Retailers fighting for market share with credit cards

Retailer-branded cards are fighting for market share from other credit cards, but are they worth comparing? RateCity investigates.

May 27, 2010

We are constantly bombarded with options for both credit cards and store cards -just open up your letter box for promotions on credit cards or walk through your favourite department store where someone is bound to hand you a flyer about their store card. But how do you know which is the better card for you?

What’s the difference?
Both types of cards offer customers with an opportunity to buy now and pay later; however there are a few unique differences between the two.
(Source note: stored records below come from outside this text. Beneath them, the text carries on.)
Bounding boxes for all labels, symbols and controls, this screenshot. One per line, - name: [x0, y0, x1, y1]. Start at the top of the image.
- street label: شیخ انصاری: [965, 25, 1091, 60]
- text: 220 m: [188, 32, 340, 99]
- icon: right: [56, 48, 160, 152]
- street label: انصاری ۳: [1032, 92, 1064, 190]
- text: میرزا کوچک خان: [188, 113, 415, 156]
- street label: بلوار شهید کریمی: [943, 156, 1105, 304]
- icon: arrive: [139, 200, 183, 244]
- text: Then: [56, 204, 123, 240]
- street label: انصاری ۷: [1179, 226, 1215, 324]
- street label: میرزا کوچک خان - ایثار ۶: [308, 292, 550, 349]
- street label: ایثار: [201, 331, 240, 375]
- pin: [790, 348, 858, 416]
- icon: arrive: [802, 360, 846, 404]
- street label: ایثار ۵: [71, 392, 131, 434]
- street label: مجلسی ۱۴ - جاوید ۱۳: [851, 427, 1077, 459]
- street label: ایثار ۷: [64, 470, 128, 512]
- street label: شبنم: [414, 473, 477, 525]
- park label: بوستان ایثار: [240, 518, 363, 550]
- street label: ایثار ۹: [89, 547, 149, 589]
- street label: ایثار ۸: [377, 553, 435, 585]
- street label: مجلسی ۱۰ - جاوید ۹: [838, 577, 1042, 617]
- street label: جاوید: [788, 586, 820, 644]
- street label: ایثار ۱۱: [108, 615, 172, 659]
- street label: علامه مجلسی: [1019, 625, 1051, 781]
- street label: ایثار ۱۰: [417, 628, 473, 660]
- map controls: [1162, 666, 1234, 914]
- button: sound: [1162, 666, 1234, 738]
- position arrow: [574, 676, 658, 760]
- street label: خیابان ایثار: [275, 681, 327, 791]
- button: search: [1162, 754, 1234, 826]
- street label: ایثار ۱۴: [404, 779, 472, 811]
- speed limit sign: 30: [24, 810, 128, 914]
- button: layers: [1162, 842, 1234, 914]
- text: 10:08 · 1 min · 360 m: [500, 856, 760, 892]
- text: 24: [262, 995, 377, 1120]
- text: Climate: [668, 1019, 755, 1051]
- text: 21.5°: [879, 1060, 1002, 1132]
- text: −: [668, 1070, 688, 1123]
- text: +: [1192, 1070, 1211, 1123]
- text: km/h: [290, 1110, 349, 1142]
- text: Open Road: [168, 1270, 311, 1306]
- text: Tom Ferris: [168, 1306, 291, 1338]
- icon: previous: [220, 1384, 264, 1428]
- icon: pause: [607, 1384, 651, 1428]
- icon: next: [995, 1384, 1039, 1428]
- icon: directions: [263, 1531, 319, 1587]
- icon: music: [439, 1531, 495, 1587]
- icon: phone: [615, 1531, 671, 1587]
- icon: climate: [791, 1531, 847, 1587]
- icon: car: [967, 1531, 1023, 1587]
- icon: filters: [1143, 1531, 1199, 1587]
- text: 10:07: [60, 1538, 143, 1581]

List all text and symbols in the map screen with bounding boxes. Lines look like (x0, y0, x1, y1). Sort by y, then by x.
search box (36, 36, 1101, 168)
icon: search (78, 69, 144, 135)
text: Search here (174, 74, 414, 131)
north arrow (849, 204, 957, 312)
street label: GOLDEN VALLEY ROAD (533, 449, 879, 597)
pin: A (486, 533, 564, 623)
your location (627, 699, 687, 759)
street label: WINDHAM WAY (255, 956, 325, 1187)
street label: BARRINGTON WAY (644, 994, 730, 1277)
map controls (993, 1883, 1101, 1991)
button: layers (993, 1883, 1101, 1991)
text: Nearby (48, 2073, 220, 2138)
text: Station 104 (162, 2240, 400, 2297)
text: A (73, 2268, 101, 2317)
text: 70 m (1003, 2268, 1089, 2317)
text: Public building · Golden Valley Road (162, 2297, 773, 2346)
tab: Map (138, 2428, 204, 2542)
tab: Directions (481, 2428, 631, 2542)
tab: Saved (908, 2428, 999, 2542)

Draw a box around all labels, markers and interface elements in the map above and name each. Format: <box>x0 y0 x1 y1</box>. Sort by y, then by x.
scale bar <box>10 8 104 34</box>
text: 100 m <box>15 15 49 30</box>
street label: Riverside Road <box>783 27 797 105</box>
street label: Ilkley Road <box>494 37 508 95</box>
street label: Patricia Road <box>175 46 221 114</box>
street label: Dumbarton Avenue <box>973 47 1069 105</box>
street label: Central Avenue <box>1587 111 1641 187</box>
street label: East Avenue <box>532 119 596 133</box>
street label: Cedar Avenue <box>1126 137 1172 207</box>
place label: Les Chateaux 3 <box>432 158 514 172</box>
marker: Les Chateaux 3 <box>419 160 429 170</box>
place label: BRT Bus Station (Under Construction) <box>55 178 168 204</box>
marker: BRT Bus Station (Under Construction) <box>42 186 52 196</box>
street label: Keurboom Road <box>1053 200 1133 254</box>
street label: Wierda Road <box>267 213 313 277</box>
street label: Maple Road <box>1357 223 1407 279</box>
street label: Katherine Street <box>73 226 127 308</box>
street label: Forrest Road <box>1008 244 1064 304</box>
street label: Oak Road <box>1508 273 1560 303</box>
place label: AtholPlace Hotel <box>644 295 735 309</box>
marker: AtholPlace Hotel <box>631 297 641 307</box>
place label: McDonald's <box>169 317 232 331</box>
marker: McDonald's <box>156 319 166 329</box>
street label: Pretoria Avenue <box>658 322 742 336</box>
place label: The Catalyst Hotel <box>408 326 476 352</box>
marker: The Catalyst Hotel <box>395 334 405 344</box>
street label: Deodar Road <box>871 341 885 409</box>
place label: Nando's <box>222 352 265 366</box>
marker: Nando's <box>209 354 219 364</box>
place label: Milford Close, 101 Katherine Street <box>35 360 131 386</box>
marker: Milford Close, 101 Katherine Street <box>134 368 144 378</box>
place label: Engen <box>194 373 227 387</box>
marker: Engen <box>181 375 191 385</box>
A credit card is a plastic card with a magnetic strip that people obtain through financial institutions to purchase goods and services as well as withdraw cash. They are issued with credit limits and both purchases and cash withdrawals incur interest rates. Some also provide points for spending money on the card.

A store card is similar to a credit card in that it is used to purchase items on credit however they can only be used within a particular store or range of stores, for example the Myer Card can only be used at Myer stores and charges a high 21.99 percent per annum at the time of writing.

But as our love of credit cards grows some larger retail chains are upgrading their store cards to offer a credit card with Visa, MasterCard of American Express so that you can use them anywhere which means more often. The GE Money Coles Group Source MasterCard, David Jones American Express Credit Card and Woolworths Everyday Money Credit Card are some examples, you can use them virtually anywhere and there are often bonus promotions for using the card at the card’s branded retailer.

So how to choose which type of card?
With so much choice, here are six tips to follow that may help you in deciding which card is best for you and your lifestyle:

  1. Compare credit cards online to find a credit card that offers a low interest rate and more rewards.
  2. Look at the reward programs on offer and see which one will suit your spending habits.
  3. Look at the way you shop, if you regularly shop at one store and it offers a store card or credit card perhaps look at the benefits you will receive versus a standard credit card.
  4. Look out for a card that offers longer interest free days which gives you a period to pay back the balance of your card without paying extra.
  5. Look for a card that is more readily accepted so you won’t be limited to where you shop.
  6. Does the card charge an annual fee? If you don’t pay off your balance in time each month it may be worth paying an annual fee to receive a lower interest rate.